One could at least argue that the legislature in that motion seated a man who had no more right to the seat than any other qualified citizen. When Tyerman's resignation became effective, the seat was vacant. Had he not resigned, and action been possible under election law, (technically it was not) the result would again have been a vacancy. But when the legislature, in its might, decided with the support of both sides in the house to seat Donaldson, there was nobody to say it could not do so.

The incident might well have remained an incident, a curiosity in Saskatchewan's constitutional history; except that it happened again, in circumstances which made the Tyerman-Donaldson case an important precedent. In the provincial general election of June 26, 1929, Estevan, a constituency which had gone Liberal in every election since its creation in 1908 save one (1925, when an Independent won) was taken again by the same party. The winner, for his own reasons, shortly resigned, and in the ensuing by-election on December 23, 1930, the polling, after an official recount, yielded these results: David McKnight (Conservative) 2,700; Norman McLeod (Liberal) 2,686. Since the first count on election night had shown the Liberal McLeod the winner by 5 votes, the Conservatives' first victory in the seat was, at best, a precarious one.

It became more so when evidence began to accumulate which suggested that the ballots counted by the judge in the recount were not all the same ballots as those tallied by the returning officer. The local gossip about flagrant tampering between count and recount with the ballots in four boxes became too widespread and apparently too well-founded – for the government to ignore, and it appointed a well-known lawyer to investigate the charges. His findings were conclusive: the ballots had in fact been tampered with before the recount.

The new Co-operative government, beset from the start by pressing problems of deepening depression and drought, had little desire for yet another distracting and expensive by-election and the premier, Dr. J.T.M. Anderson, a Conservative, reportedly suggested that his party would withdraw its petition fir the recount if the Liberals would withdraw their appeal against it, with both sides agreeing to accept the returning officer's original count. The former premier, now leader of the opposition, James Gardiner, thought it was too late for that, since an official recount had been held which in effect upset the count on election night.

After considerable manoeuvring both sides decided to call the precedent of 1907 to their aid. and a motion whose substantive terms were identical to that of the motion of 1907, with the names and dates changed. was moved and seconded by the premier and leader of the opposition on February 9, 1931. Again the runnerup was seated.

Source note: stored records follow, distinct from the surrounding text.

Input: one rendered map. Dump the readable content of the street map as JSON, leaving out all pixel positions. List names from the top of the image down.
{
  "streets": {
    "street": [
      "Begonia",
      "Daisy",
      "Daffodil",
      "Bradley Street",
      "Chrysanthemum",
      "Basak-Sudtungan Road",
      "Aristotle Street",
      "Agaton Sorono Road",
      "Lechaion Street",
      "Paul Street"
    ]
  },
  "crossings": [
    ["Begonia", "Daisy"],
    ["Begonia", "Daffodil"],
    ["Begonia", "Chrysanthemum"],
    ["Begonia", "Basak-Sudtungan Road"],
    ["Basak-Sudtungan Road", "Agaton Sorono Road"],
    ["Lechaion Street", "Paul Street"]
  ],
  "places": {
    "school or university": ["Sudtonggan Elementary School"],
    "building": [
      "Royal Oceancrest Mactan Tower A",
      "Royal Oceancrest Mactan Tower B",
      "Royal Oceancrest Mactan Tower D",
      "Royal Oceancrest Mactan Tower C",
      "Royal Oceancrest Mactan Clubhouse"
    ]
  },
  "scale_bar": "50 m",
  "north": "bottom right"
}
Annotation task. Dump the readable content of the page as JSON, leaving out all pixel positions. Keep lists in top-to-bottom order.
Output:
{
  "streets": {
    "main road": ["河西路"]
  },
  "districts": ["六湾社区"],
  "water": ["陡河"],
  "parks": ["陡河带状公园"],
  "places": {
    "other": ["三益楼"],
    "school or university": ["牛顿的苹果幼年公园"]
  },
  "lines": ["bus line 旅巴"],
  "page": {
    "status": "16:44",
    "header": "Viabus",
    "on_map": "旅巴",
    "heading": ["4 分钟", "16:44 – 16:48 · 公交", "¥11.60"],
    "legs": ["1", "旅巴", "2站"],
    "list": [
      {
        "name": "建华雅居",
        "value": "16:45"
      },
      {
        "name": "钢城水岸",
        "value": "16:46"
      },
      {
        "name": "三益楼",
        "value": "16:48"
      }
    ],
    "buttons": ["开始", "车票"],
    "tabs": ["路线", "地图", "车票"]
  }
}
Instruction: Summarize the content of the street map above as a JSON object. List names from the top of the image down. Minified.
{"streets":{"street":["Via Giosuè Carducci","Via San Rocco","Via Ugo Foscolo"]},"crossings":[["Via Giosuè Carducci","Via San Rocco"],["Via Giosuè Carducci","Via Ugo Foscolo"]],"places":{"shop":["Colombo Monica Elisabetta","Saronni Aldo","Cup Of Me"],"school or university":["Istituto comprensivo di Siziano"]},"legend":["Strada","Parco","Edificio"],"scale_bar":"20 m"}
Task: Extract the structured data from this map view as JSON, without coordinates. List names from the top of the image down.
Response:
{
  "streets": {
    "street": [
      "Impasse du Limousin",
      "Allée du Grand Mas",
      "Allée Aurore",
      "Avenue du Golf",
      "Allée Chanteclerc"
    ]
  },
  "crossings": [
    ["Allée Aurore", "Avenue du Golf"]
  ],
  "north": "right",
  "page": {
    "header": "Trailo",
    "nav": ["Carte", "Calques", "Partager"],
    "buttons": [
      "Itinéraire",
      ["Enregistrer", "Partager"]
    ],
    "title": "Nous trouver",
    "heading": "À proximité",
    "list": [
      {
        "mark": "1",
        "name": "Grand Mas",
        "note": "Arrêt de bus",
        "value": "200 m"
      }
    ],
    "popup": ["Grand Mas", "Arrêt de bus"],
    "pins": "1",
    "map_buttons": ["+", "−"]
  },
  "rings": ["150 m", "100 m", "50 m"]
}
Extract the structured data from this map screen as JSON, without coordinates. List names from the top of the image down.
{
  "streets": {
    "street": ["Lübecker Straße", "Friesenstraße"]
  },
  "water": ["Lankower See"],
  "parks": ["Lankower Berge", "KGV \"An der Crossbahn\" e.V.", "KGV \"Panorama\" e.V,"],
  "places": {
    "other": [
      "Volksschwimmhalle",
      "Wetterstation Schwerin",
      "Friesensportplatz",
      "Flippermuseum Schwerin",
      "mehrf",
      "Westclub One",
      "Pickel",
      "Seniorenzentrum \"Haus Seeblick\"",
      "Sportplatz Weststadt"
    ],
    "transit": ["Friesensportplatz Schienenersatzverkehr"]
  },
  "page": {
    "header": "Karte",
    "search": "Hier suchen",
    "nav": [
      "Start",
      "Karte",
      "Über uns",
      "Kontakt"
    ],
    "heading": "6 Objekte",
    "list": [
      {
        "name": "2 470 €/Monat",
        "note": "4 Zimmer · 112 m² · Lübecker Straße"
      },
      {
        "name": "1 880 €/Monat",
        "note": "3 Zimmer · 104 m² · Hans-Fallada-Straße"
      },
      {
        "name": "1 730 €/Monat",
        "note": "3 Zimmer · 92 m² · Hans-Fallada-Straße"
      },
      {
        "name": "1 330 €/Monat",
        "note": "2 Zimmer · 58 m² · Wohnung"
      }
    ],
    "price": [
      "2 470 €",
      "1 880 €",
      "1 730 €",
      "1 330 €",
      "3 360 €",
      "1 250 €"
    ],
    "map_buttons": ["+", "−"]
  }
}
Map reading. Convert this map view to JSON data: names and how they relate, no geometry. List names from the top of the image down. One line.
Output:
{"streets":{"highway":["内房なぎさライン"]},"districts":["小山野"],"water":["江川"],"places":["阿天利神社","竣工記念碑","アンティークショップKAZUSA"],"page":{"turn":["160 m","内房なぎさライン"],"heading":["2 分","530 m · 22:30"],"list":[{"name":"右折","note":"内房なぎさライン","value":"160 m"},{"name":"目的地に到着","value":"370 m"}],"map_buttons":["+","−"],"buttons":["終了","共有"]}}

One footnote remained. The motion of 1931 followed that of 1907 as far as it went, but added new words: "without prejudice to the rights of any person with respect to the said election under The Controverted Elections Act of the said Province." The parties' initial agreement on the wording of that proviso soon broke down in argument over what the proviso meant, and in due course the Liberal McLeod, having been awarded the seat by the legislature, finally lost it late in 1932 because it was, shown to the courts' satisfaction that unqualified persons had voted in the by-election anyway. McLeod's loss of the seat (there was no candidate left to whom the legislature could have given it) led the Liberals to make one last attempt in 1933 to present a bill that would have re-seated him, but this time the majority supporting the government was giving Estevan a low priority. It killed the Liberals' bill, and the government left the constituency unrepresented until the next general election, in 1934. The government no doubt felt it was the least it could do.